ABOUT THIS EXERCISE => Transcribe the records word for word. Leave every picture out.
--------
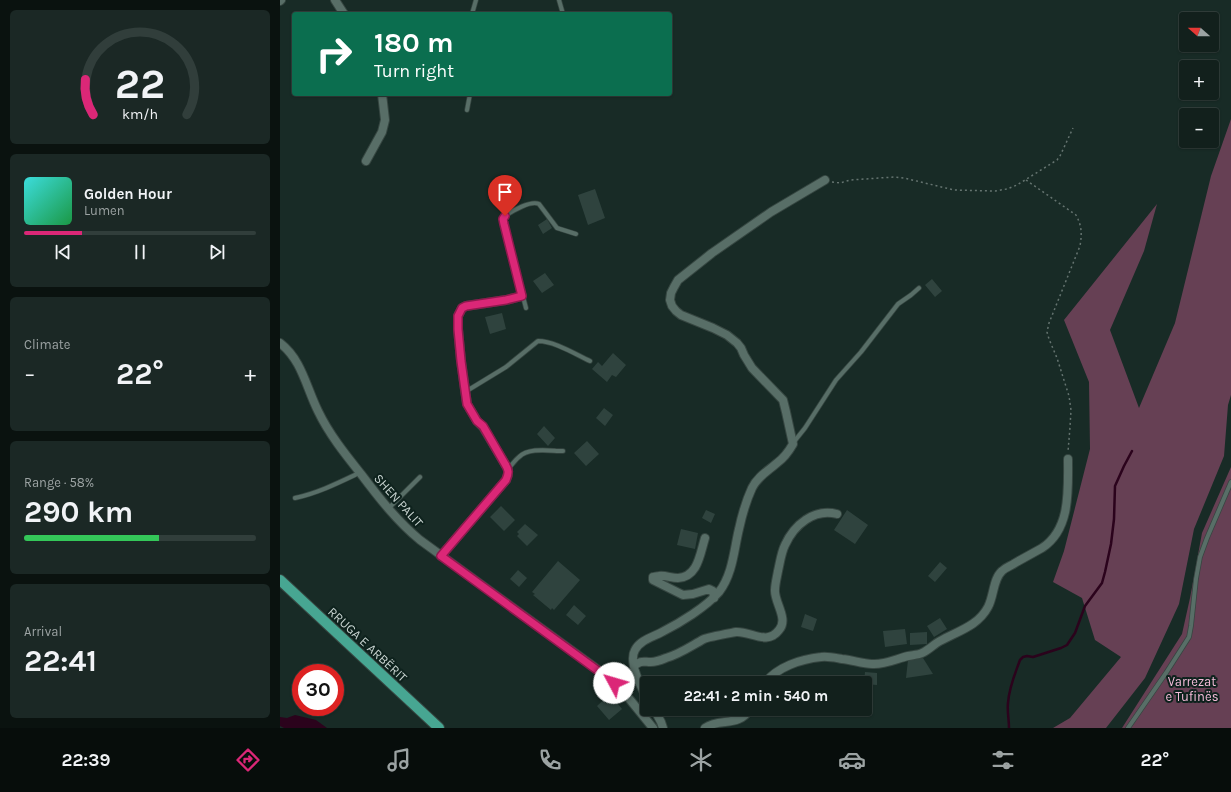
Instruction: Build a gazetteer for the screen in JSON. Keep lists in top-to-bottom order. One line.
{"streets":{"main road":["RRUGA E ARBËRIT"],"street":["SHEN PALIT"]},"parks":["Varrezat e Tufinës"],"north":"left","page":{"map_buttons":["+","−"],"turn":["180 m","Turn right"],"song":["Golden Hour","Lumen"],"tile":["Climate",["Range · 58%","290 km"],["Arrival","22:41"]],"heat":["−","22°","+"],"limit":"30","trip":"22:41 · 2 min · 540 m","tabs":["22:39","22°"],"gauge":["22","km/h"]}}
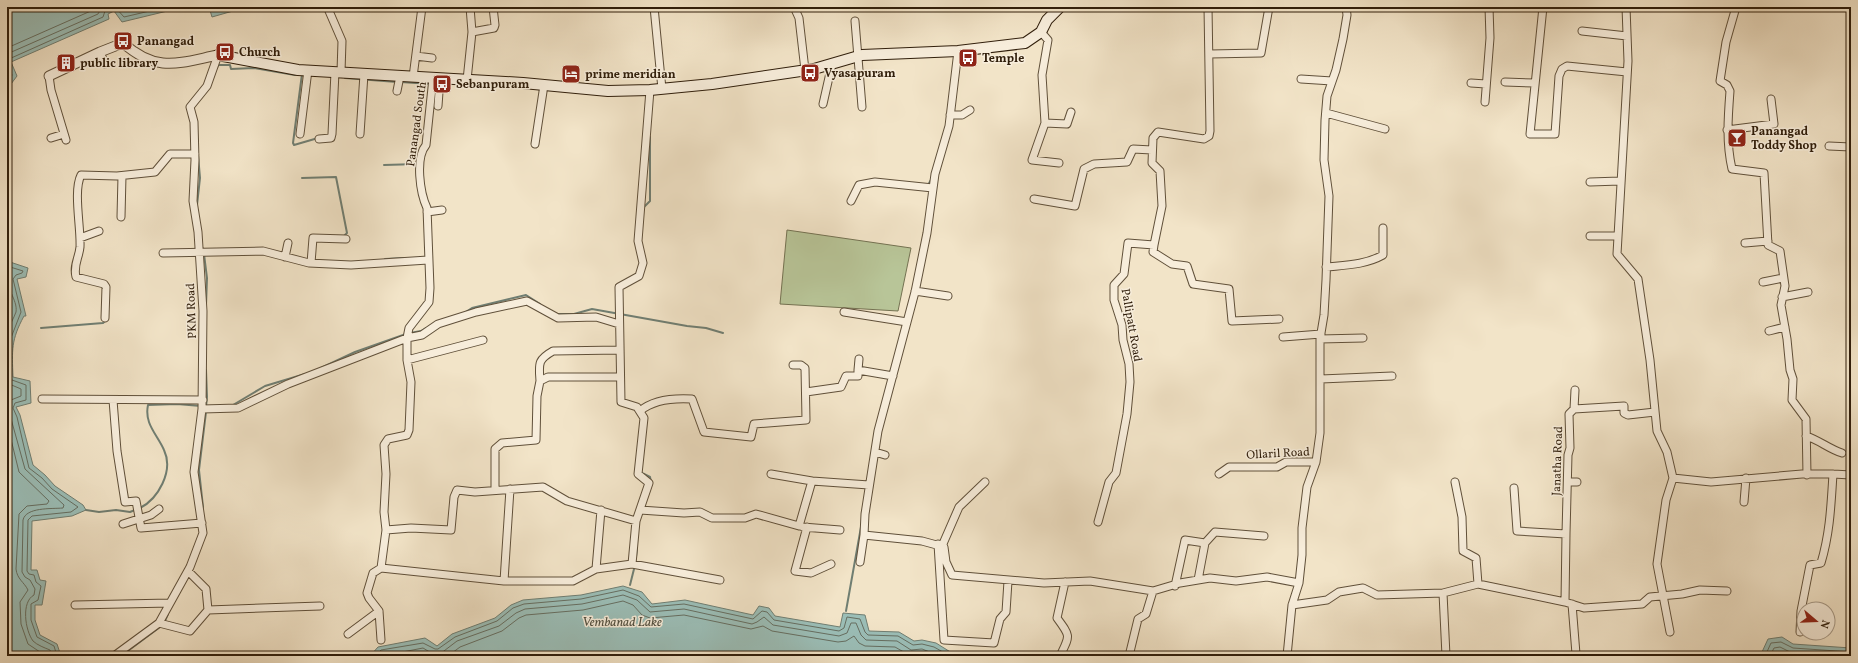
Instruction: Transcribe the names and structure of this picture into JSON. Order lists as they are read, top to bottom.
{
  "streets": {
    "street": [
      "Panangad South",
      "PKM Road",
      "Pallipatt Road",
      "Ollaril Road",
      "Janatha Road"
    ]
  },
  "water": ["Vembanad Lake"],
  "places": {
    "bus stop": [
      "Panangad",
      "Church",
      "Temple",
      "Vyasapuram",
      "Sebanpuram"
    ],
    "building": ["public library"],
    "hotel": ["prime meridian"],
    "bar": ["Panangad Toddy Shop"]
  },
  "north": "right"
}
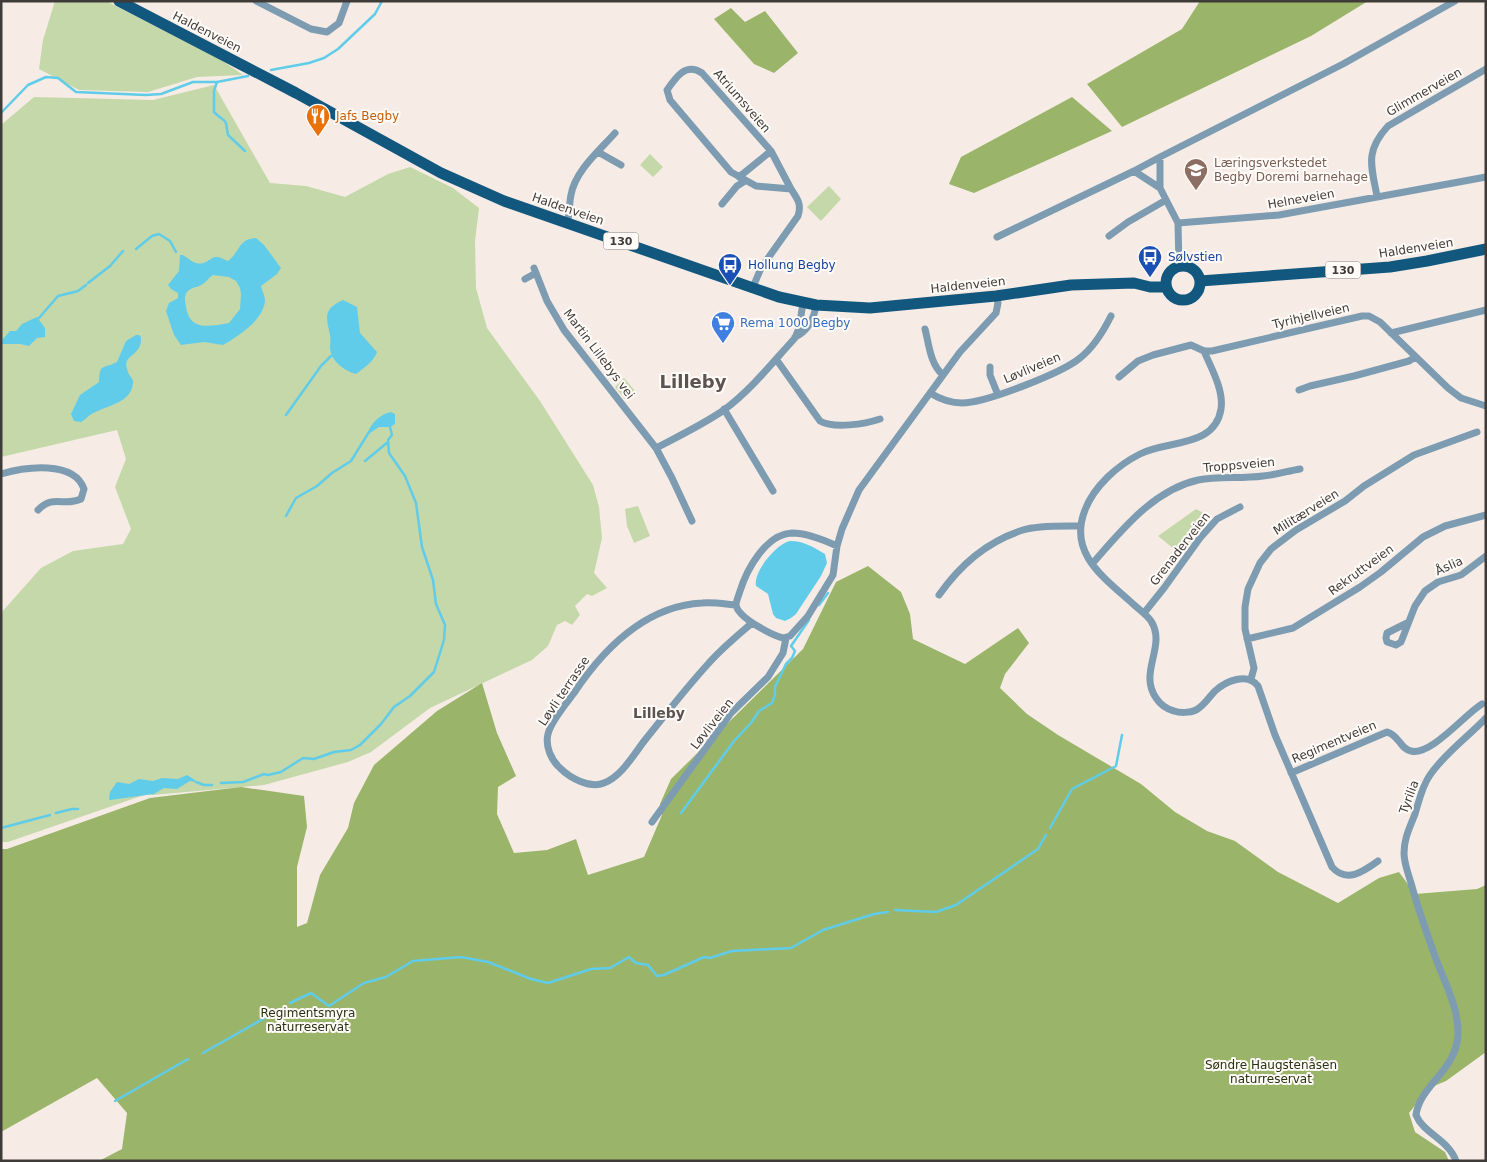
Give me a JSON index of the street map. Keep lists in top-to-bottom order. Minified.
{"streets":{"main road":["Haldenveien","130"],"street":["Glimmerveien","Atriumsveien","Helneveien","Tyrihjellveien","Martin Lillebys vei","Løvliveien","Troppsveien","Militærveien","Grenaderveien","Åslia","Rekruttveien","Løvli terrasse","Regimentveien","Tyrilia"]},"crossings":[["Haldenveien","Atriumsveien"],["Glimmerveien","Helneveien"],["Løvliveien","Løvli terrasse"],["Militærveien","Rekruttveien"],["Militærveien","Regimentveien"]],"districts":["Lilleby","Lilleby"],"parks":["Regimentsmyra naturreservat","Søndre Haugstenåsen naturreservat"],"places":{"restaurant":["Jafs Begby"],"school or university":["Læringsverkstedet Begby Doremi barnehage"],"bus stop":["Sølvstien","Hollung Begby"],"supermarket":["Rema 1000 Begby"]}}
--------
WRITTEN ANSWER =>
Instruction: Build a gazetteer for the screen in JSON. Keep lists in top-to-bottom order. One line.
{"streets":{"main road":["RRUGA E ARBËRIT"],"street":["SHEN PALIT"]},"parks":["Varrezat e Tufinës"],"north":"left","page":{"map_buttons":["+","−"],"turn":["180 m","Turn right"],"song":["Golden Hour","Lumen"],"tile":["Climate",["Range · 58%","290 km"],["Arrival","22:41"]],"heat":["−","22°","+"],"limit":"30","trip":"22:41 · 2 min · 540 m","tabs":["22:39","22°"],"gauge":["22","km/h"]}}
Instruction: Transcribe the names and structure of this picture into JSON. Order lists as they are read, top to bottom.
{
  "streets": {
    "street": [
      "Panangad South",
      "PKM Road",
      "Pallipatt Road",
      "Ollaril Road",
      "Janatha Road"
    ]
  },
  "water": ["Vembanad Lake"],
  "places": {
    "bus stop": [
      "Panangad",
      "Church",
      "Temple",
      "Vyasapuram",
      "Sebanpuram"
    ],
    "building": ["public library"],
    "hotel": ["prime meridian"],
    "bar": ["Panangad Toddy Shop"]
  },
  "north": "right"
}
Give me a JSON index of the street map. Keep lists in top-to-bottom order. Minified.
{"streets":{"main road":["Haldenveien","130"],"street":["Glimmerveien","Atriumsveien","Helneveien","Tyrihjellveien","Martin Lillebys vei","Løvliveien","Troppsveien","Militærveien","Grenaderveien","Åslia","Rekruttveien","Løvli terrasse","Regimentveien","Tyrilia"]},"crossings":[["Haldenveien","Atriumsveien"],["Glimmerveien","Helneveien"],["Løvliveien","Løvli terrasse"],["Militærveien","Rekruttveien"],["Militærveien","Regimentveien"]],"districts":["Lilleby","Lilleby"],"parks":["Regimentsmyra naturreservat","Søndre Haugstenåsen naturreservat"],"places":{"restaurant":["Jafs Begby"],"school or university":["Læringsverkstedet Begby Doremi barnehage"],"bus stop":["Sølvstien","Hollung Begby"],"supermarket":["Rema 1000 Begby"]}}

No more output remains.